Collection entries
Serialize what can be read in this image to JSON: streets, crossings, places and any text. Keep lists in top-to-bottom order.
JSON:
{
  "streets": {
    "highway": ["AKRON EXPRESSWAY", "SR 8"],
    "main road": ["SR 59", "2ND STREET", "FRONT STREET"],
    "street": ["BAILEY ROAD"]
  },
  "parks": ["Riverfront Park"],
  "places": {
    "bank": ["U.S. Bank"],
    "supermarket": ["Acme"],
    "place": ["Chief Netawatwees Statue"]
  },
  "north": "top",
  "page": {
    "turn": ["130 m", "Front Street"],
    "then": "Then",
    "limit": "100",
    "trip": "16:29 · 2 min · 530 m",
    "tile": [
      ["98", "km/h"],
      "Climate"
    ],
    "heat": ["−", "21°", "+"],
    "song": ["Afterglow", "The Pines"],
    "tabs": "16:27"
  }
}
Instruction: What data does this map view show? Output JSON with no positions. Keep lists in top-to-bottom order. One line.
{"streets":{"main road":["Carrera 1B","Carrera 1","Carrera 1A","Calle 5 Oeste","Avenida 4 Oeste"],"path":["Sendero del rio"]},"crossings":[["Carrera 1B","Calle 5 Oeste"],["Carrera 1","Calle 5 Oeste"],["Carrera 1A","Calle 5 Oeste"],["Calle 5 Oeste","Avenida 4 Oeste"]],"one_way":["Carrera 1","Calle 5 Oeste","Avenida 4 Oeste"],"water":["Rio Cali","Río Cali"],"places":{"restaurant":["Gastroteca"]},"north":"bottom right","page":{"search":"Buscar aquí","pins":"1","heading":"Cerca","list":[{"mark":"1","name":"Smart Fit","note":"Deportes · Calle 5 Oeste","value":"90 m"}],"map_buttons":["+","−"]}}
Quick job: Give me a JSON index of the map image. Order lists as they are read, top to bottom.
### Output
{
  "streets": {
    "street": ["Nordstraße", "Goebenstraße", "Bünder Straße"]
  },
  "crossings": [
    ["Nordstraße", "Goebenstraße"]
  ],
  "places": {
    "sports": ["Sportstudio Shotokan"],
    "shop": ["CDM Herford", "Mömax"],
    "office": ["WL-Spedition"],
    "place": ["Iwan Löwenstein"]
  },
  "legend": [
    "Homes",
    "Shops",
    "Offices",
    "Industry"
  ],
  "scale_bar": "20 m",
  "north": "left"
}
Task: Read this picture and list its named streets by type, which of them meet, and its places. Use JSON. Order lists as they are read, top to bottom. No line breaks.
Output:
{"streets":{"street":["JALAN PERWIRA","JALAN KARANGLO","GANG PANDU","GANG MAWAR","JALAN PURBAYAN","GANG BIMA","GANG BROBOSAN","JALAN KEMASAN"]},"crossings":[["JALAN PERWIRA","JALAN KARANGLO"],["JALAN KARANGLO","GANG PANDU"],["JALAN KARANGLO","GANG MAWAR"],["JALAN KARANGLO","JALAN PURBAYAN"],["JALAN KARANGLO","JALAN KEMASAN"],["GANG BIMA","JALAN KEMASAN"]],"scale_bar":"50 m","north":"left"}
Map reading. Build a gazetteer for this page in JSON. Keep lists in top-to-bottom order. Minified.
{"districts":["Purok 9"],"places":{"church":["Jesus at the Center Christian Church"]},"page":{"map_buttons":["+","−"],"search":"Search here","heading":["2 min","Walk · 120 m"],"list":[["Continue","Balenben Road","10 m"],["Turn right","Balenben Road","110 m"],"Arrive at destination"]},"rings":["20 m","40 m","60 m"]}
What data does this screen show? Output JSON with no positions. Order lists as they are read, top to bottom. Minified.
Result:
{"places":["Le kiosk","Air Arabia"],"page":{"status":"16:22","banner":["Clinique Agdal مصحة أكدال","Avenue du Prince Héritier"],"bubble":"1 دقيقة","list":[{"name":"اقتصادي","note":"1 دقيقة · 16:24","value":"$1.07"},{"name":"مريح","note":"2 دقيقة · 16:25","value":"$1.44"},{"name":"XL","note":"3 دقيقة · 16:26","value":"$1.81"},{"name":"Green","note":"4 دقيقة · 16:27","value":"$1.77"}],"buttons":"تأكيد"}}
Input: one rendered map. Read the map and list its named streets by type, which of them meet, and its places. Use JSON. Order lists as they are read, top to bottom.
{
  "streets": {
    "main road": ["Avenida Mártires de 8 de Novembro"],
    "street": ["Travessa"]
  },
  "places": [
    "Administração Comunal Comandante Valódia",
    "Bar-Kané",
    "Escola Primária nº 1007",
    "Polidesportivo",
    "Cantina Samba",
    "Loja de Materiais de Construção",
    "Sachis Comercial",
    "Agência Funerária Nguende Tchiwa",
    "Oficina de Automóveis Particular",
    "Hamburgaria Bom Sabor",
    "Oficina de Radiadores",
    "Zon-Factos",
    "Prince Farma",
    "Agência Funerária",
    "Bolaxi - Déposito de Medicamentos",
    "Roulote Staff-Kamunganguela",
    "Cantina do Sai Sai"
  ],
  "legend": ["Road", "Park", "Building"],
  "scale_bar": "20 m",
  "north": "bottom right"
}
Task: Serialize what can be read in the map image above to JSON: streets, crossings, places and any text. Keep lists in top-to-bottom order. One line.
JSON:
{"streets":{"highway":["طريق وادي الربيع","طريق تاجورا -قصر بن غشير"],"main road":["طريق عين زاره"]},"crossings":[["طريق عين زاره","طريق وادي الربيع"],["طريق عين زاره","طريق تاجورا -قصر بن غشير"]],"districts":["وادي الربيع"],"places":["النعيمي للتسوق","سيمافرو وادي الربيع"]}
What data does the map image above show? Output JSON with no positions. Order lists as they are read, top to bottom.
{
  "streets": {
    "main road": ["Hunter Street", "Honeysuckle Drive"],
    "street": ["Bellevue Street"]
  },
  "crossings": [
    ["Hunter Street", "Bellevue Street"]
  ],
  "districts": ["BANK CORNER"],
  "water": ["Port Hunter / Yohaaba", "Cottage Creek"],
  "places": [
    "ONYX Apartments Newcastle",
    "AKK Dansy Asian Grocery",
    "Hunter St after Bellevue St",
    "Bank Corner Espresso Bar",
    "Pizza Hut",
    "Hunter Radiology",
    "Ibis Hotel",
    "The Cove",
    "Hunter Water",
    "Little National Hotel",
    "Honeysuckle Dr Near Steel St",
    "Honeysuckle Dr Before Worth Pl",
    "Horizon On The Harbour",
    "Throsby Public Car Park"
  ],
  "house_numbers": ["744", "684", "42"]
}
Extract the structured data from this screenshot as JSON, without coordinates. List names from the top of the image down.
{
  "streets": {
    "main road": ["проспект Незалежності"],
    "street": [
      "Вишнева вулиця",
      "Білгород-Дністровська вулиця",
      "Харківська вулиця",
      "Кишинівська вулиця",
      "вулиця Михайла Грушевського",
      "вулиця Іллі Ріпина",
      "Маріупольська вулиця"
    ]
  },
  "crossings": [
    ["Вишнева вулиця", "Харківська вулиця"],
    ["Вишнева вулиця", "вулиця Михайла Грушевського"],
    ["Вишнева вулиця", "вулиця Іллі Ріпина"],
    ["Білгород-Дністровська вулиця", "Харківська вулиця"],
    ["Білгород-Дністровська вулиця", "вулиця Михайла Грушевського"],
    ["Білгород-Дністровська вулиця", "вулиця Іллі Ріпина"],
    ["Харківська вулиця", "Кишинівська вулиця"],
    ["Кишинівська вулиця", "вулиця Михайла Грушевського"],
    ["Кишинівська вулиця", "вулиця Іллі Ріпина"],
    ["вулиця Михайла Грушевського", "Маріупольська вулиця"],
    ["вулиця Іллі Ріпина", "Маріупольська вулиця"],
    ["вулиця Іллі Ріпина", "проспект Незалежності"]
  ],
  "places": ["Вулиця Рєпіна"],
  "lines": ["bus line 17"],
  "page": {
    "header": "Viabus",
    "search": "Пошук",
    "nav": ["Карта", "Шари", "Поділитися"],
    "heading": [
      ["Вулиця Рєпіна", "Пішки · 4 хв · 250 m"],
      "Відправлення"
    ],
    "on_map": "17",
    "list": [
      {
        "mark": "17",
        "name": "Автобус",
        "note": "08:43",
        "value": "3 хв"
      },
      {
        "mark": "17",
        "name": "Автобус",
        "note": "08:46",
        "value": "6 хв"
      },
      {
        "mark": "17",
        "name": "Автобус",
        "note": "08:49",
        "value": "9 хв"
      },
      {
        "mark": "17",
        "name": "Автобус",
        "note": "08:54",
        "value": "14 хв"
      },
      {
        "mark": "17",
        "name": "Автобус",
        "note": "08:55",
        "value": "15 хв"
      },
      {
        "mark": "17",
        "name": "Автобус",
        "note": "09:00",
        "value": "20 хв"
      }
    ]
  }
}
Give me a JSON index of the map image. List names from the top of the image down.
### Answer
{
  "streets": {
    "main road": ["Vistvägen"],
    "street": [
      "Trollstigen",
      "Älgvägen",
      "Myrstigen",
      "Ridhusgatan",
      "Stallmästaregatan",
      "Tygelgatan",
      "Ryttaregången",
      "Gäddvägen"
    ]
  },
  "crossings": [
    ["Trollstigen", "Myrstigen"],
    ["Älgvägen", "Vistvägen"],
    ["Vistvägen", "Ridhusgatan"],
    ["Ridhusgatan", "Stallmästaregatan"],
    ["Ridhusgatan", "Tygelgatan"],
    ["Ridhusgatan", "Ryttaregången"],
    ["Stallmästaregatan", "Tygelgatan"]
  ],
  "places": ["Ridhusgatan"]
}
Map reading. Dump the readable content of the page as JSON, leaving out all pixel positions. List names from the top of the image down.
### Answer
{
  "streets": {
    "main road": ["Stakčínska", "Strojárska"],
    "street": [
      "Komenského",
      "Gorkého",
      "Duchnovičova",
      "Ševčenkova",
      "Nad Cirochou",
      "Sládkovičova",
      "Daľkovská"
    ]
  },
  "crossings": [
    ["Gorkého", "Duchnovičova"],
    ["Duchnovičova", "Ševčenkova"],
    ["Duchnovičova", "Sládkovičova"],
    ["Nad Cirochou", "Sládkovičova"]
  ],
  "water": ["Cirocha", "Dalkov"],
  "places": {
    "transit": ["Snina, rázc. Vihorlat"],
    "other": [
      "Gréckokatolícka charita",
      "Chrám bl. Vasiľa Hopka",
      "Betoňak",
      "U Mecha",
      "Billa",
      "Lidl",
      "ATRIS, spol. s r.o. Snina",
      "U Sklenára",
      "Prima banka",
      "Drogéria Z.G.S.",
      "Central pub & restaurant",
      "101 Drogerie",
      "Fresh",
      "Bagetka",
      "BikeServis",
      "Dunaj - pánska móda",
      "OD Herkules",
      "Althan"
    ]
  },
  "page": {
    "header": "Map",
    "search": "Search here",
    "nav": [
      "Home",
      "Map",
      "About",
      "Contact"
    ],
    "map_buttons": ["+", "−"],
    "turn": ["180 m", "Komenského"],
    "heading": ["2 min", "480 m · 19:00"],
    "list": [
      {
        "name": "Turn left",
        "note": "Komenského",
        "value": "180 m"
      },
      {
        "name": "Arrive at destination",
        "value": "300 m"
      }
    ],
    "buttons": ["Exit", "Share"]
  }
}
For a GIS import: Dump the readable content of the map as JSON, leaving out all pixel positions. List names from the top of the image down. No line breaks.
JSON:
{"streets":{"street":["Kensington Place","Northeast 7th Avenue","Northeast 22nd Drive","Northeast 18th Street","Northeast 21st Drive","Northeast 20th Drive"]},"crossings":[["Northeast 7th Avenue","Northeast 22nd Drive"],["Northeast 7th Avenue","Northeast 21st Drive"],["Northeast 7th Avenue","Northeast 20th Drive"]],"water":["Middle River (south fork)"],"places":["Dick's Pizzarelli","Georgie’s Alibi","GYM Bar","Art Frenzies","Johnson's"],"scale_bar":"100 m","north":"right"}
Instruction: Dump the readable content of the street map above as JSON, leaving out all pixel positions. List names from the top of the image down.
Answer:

| EXERCISE INSTRUCTIONS |
Each line in the records above with "Task" must be returned.

| EXPECTED OUTPUT |
Task: Read this picture and list its named streets by type, which of them meet, and its places. Use JSON. Order lists as they are read, top to bottom. No line breaks.
Task: Serialize what can be read in the map image above to JSON: streets, crossings, places and any text. Keep lists in top-to-bottom order. One line.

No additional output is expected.